Bring out the riesling

It used to be said that a wine of a region pairs best only with its food, so the ease with which a Riesling, a cold-weather grape, marries with North Indian staples is a divine mystery, because no two cooking styles are as different from each other as German and ours.
Sourish Bhattacharyya
A wine-tasting dinner, someone said the other day, is the bourgeoisie's way of getting sloshed and not feeling bad about it. In Delhi, it has become a regular ritual, mostly avoidable, but not when you know that the man who is to guide you through the evening, took over the world's oldest continually running vineyard after the incumbent committed suicide. It is not a great feeling to be a suicide victim's successor, but Rowald Hepp, director of Schloss Vollrads, a German winery with a distinguished lineage, seemed too happy to let it affect his life.

Hepp spent the evening talking about Rieslings, a subject that is dear to my heart. Conventional wine wisdom dictates that the Gewurtztraminer, a delicately sweet white wine from Alsace, France, pairs best with Indian food. I don't buy the theory and I was proved right by a bunch of winenovice journalists, who, after a pairing of some finger-licking-good food from Masala Art at Taj Palace with Gewurtztraminer, said it did not work. What most people don't realise is that North Indian dishes are not 'hot'-the delicate harmony of spices isn't the same as the chilli-hot pungency of a vindaloo, which most English wine critics confuse for standard Indian fare. Just chilled beer or a cheap sweet wine, like the Blue Nun of yore, can work with a Brick Lane vindaloo, but give me a Riesling with kebabs and curries.

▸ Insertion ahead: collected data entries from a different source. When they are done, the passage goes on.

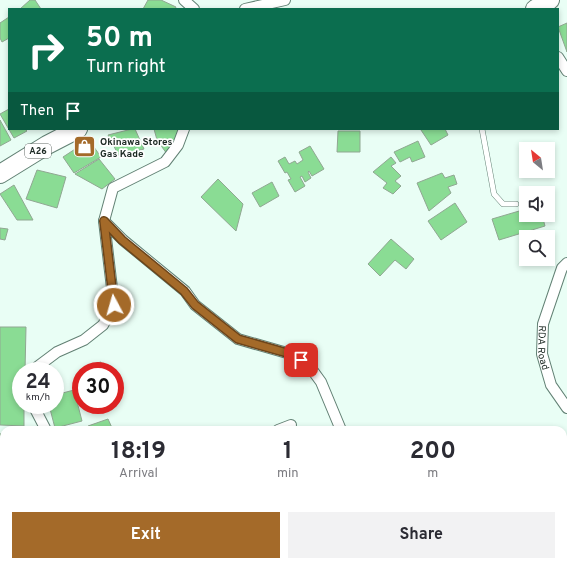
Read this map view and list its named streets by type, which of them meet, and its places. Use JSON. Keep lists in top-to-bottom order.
{
  "streets": {
    "highway": ["A26"],
    "street": ["RDA Road"]
  },
  "places": {
    "shop": ["Okinawa Stores Gas Kade"]
  },
  "north": "top left",
  "page": {
    "turn": ["50 m", "Turn right"],
    "then": "Then",
    "speed": "24 km/h",
    "limit": "30",
    "eta": [
      "18:19",
      "Arrival",
      "1",
      "min",
      "200",
      "m"
    ],
    "buttons": ["Exit", "Share"]
  }
}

It used to be said that a wine of a region pairs best only with its food, so the ease with which a Riesling, a cold-weather grape, marries with North Indian staples is indeed a divine mystery, because no two cooking styles are as different from each other as German and ours. When I had pointed this out Ernie Loosen, the man known as the ambassador of Riesling, he did not have anything to offer. He was on his first visit to India, so I couldn't realistically expect more. Nothing can work with a blazing pepper chicken from Kerala or an Andhra dish spiked with Guntur chillies, or Lucknow's spice-heavy Galauti Kebabs.

 
Bridging distances: It's surprising how a wine made at a place separated from Lucknow by an eight-hour flight and a Shatabdi ride, paired seamlessly with its food
But surely, the delicately spiced Jaitooni Murgh Tikka (marinated with olives) and a Mahi Gandheri (a sole mince seekh kebab), the starters served with the Schloss Vollrads Riesling Erstes Gewachs 2006 at the Taj Palace wine dinner, pair seamlessly with the wine. Surprisingly, so did the pomegranateflavoured prawns and the traditional Murgh Awadhi Korma, with the Schloss Vollrads Riesling Kabinett 2006 (A Kabinett, interestingly, is an aperitif wine that gently balances acid with floral notes. In Germany, they wouldn't serve it with the main course, but no one really cared for such intricacies on our table). This, indeed, was a revelation, because here was a wine that came from a place separated by an eight-hour flight and a Shatabdi from Lucknow, whose food we were sampling. It confirmed once again what I'd always believed about wine-you can never be sure about how you'll be surprised the next time you have a bottle with friends.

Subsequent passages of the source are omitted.